Evet, neden Sayın Türk hukukçuları, evet, neden?
“Suç hukukunda suç, failin eylemiyle başlar, işlenir ve biter. Kural budur. Oysa Türk yargılamasına göre, sözgelimi, bir zamanlar karşılıksız çek keşidesi suçu, hamilin (mağdurun) davranışıyla bitmekteydi. Bu yüzden, suçun bittiği an ile işlendiği yeri, dolayısıyla bunlara bağlı olarak birçok sorunu, bu arada yetkili mahkeme konusu da yanlış belirlenmişti. Ancak bununla da kalınmamıştı. Benzer konularda dünya ile inatlaşmayı bugün de sürdürmekteyiz. Peki, öyleyse hangi kavram(lar)ı neden yanlış algıladık? ‘Kasıt’ (yönelim) gibi teknik bir hukuk kavramını, niçin çoğu kez amaç, güdü, niyet ile karıştırıyoruz, bunları yazarken bile, kast diyerek yanlış söylüyor, Türk Ceza Yasası’nda, dilbilgisinin ağız ağzı, burun burnu vb. gibi ayrıklı “hecede ses düşmesi” kuralını (Gencan, Tahir Nejat, Dilbilgisi, Ankara, 1971, s. 38) bile çiğneyerek ‘kasıt’ yerine ‘kast’ (m. 21) diye yazıyoruz?” (Selçuk, Sami, Doğru Dil İle Türk Ceza Yasası, Genel Hükümler, Ankara, 2023, s.125-129).

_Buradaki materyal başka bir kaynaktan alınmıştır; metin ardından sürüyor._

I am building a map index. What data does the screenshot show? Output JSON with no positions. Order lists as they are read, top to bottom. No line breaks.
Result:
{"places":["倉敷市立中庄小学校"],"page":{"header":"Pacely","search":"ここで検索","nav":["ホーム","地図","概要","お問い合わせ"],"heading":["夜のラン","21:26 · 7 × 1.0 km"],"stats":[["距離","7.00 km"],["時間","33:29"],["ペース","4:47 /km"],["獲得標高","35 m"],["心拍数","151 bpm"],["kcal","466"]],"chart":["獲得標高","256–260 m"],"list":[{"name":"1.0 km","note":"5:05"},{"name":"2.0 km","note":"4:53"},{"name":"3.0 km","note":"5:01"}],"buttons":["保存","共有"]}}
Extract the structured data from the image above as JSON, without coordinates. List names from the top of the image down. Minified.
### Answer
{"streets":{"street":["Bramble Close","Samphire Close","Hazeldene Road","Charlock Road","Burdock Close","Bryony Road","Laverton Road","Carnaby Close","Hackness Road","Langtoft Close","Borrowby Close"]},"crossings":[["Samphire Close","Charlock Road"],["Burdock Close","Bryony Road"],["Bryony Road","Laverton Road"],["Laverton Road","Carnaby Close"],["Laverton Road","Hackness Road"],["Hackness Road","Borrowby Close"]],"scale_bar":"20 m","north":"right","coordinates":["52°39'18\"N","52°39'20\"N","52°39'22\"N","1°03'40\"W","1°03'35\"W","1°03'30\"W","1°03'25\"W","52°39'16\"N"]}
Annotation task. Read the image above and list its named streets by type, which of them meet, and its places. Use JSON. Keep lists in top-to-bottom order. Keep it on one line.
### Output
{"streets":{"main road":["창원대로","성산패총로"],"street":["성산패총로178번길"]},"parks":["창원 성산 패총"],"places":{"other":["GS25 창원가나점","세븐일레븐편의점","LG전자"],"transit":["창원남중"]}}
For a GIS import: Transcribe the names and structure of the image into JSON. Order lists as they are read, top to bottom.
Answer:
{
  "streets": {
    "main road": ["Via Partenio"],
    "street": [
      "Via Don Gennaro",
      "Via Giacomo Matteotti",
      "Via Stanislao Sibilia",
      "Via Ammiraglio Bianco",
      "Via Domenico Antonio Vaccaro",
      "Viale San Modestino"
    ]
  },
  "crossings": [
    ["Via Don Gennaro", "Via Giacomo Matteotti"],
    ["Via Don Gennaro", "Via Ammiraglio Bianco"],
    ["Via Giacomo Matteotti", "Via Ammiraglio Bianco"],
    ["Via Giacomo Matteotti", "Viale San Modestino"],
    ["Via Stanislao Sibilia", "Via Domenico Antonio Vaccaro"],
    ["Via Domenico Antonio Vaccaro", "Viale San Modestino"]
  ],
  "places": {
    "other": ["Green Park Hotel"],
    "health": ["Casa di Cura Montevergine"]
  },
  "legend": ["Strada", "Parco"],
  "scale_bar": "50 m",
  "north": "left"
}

“Varlığı saçma, ancak o dönemde suç olarak düzenlenen ‘kızlık bozma’ suçunun (1926 tarih ve 765 sayılı T. Ceza Yasası, m. 423) maddi konusunu niçin insan yerine ‘zar’a indirgeyerek, evlenmeden önce cinsel ilişkide bulunmamış, kısaca dokunulmamış olmayı koruyacak yerde, bir zar parçası üzerinde yoğunlaşarak, ilişki sonucu bu zar bozulmamışsa, güldürü yapıtlarına konu olacak biçimde, suçun işlenmesi için çocuğun doğal yoldan doğumunu ve doğan çocuğun zarı yırtmasını beklemişiz? Böylece sezaryen yoluyla doğum yapılmak zorunda kalındığında mağdureleri korumasız bırakmış, asıl suçluyu da kurtarmışız?”
“Peki neden?”
“Sokrates davasının yargıçları bile, önlerine gelen sorunları 24 yüzyıl önce bugünün batılı yargıçları gibi oyladıkları halde, neden bizler hâlâ başka türlü, daha doğrusu yanlış yapıyoruz bu oylamaları?” (Ayrıca bkz. Selçuk, Sami, Suç Yargılama Sürecinde Duruşma ve Görüşme / Oylama, 2024).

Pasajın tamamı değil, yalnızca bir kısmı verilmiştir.